# WORK TO COMPLETE
Copy out each line below that has the word "picture" in it.

Items from a dataset
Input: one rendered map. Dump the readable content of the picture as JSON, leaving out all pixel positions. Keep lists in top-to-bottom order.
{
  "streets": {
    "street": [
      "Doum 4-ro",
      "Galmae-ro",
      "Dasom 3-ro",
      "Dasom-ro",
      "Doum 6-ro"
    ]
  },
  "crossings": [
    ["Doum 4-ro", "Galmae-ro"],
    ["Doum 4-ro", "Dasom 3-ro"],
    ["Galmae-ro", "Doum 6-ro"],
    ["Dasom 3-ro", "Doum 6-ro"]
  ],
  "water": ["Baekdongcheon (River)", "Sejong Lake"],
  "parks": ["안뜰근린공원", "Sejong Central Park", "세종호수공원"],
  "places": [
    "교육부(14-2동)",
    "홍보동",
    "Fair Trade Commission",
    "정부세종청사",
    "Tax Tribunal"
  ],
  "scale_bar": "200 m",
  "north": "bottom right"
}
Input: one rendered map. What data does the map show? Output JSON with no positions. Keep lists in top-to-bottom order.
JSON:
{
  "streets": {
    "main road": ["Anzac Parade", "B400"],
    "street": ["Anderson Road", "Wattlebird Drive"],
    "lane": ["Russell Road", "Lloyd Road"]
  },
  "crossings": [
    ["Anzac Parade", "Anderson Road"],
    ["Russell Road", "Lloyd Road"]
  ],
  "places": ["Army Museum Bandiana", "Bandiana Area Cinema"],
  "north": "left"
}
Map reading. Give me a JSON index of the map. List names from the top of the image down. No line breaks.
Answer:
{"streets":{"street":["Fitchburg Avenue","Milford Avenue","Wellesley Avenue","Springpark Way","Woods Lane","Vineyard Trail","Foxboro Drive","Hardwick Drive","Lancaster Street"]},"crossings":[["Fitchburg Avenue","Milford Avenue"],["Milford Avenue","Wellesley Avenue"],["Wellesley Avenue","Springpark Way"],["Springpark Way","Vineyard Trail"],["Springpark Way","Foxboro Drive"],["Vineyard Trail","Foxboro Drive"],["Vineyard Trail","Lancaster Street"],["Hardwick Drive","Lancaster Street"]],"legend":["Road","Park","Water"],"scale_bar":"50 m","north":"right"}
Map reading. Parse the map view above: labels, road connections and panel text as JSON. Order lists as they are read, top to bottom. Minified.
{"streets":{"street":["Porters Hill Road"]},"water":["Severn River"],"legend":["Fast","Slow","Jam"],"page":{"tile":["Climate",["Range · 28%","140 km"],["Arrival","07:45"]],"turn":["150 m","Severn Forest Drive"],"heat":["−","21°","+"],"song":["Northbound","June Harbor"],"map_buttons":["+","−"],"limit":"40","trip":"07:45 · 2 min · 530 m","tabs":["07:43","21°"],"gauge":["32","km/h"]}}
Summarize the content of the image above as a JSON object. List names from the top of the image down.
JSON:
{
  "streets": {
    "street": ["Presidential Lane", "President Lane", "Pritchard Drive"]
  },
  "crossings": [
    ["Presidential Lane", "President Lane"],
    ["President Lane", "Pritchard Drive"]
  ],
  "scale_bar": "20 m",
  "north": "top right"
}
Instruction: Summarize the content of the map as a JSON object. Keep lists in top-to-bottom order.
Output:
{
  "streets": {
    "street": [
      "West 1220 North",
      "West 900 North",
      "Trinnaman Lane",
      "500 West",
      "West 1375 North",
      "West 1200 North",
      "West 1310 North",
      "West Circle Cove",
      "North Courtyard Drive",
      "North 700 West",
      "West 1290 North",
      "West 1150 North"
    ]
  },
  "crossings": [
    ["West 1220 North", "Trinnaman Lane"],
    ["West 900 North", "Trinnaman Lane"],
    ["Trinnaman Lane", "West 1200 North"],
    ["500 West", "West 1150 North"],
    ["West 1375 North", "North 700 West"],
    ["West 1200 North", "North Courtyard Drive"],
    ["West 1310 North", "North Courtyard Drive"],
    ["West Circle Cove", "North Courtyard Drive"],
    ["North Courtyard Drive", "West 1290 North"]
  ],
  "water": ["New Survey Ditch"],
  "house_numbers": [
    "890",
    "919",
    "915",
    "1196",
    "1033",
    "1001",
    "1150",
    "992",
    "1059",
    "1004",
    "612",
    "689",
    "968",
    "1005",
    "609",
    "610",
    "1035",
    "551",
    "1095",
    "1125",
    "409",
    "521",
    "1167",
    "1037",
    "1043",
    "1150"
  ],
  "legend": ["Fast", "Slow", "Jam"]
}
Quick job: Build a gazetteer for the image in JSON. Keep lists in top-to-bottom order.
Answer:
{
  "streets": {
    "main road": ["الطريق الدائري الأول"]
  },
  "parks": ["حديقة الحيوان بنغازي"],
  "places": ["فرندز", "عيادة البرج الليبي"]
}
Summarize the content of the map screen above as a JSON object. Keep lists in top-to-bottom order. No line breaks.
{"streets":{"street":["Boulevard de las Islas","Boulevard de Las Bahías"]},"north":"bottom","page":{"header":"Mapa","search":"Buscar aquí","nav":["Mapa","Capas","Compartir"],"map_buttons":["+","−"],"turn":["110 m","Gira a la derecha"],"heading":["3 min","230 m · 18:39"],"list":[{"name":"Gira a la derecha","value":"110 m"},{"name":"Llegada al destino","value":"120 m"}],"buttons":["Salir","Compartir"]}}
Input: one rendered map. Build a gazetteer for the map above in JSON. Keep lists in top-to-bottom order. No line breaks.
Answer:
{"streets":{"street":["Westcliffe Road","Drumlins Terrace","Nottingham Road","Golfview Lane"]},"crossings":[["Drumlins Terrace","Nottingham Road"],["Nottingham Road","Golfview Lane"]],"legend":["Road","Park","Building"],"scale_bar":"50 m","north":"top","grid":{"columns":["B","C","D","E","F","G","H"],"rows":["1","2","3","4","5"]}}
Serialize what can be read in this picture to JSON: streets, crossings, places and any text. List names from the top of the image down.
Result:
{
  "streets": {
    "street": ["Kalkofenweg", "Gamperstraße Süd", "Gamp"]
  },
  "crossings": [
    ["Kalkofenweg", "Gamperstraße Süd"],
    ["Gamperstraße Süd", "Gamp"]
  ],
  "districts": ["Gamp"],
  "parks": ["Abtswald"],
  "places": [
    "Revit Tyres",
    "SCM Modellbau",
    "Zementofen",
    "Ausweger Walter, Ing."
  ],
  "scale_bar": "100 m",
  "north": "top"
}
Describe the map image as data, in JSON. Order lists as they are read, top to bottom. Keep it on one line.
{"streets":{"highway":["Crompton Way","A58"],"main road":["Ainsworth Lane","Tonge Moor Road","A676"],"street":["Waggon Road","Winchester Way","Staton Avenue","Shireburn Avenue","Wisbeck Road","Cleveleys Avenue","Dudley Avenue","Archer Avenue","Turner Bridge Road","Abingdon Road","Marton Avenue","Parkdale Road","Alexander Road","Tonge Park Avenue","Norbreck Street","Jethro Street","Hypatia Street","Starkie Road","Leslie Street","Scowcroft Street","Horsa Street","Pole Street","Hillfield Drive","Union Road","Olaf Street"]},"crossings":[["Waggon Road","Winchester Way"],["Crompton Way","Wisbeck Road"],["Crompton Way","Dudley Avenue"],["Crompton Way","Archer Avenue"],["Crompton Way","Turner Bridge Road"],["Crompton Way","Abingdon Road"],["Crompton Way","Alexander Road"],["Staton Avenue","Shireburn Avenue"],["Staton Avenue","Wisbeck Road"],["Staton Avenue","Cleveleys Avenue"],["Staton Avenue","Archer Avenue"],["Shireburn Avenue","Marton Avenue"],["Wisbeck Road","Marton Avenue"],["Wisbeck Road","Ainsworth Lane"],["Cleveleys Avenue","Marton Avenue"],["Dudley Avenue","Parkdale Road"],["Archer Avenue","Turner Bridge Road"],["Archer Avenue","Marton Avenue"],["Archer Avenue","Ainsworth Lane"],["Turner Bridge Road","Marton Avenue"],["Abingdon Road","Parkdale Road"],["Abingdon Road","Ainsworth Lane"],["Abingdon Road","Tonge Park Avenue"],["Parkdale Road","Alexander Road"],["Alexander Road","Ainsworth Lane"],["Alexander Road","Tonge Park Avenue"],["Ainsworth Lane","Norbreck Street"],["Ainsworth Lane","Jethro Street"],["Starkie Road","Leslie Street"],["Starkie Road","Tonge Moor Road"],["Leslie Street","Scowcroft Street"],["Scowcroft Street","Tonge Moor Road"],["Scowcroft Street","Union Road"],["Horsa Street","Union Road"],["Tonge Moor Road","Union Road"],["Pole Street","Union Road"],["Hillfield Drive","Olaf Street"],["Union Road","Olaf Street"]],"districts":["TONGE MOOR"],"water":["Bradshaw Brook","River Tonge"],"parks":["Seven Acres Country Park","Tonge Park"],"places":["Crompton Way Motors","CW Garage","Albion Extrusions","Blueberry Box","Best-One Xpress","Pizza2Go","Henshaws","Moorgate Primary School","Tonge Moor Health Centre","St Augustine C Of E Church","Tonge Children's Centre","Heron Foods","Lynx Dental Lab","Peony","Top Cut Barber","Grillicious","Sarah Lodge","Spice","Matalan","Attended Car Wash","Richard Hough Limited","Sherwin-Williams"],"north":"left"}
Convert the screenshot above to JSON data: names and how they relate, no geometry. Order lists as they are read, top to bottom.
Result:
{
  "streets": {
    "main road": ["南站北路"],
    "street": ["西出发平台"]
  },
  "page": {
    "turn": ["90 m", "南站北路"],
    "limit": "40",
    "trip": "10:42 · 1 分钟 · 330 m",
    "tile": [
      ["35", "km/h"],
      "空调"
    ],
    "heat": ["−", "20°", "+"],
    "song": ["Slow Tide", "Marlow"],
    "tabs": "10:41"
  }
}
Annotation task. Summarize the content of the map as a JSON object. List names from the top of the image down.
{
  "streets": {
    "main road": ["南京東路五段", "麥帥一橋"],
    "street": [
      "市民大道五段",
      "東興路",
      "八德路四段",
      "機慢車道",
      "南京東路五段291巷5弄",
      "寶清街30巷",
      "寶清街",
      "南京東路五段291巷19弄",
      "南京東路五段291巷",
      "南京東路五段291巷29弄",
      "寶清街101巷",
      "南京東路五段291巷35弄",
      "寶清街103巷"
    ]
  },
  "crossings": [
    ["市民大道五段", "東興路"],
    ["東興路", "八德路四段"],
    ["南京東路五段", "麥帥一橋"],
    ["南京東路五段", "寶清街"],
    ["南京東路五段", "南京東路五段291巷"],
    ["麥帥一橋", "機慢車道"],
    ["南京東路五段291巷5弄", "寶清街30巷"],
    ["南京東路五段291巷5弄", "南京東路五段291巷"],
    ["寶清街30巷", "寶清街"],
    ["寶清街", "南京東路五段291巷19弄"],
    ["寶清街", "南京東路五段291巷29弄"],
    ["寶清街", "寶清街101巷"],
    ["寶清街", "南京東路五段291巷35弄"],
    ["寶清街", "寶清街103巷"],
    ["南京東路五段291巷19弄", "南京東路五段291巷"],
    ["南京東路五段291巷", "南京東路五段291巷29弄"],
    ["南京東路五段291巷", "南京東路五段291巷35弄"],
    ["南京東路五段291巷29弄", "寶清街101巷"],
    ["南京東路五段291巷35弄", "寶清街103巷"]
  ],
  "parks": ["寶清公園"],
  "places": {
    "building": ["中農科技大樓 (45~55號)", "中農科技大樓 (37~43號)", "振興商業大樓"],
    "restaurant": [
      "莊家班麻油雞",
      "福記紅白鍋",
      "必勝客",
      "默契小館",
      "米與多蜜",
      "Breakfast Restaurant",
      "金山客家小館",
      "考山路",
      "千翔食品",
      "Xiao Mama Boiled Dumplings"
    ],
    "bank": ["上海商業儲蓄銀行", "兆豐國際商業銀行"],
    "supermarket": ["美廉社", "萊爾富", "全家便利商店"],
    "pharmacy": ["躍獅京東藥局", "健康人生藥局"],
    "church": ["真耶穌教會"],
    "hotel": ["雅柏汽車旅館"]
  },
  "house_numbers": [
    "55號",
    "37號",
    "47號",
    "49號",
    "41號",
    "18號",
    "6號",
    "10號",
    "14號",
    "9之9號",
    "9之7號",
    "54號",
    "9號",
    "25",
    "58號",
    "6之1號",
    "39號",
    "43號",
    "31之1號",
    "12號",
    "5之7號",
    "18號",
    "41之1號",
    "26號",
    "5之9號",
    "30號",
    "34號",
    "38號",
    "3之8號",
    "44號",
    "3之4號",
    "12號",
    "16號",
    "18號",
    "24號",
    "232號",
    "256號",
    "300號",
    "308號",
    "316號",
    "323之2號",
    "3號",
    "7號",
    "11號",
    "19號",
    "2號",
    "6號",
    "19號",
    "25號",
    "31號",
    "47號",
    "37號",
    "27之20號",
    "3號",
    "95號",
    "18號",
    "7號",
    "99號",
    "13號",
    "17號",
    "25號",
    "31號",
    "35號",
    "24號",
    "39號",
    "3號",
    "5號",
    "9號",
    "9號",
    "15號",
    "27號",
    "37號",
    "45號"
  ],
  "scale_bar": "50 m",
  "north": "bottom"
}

# RESPONSE
Input: one rendered map. Dump the readable content of the picture as JSON, leaving out all pixel positions. Keep lists in top-to-bottom order.
Serialize what can be read in this picture to JSON: streets, crossings, places and any text. List names from the top of the image down.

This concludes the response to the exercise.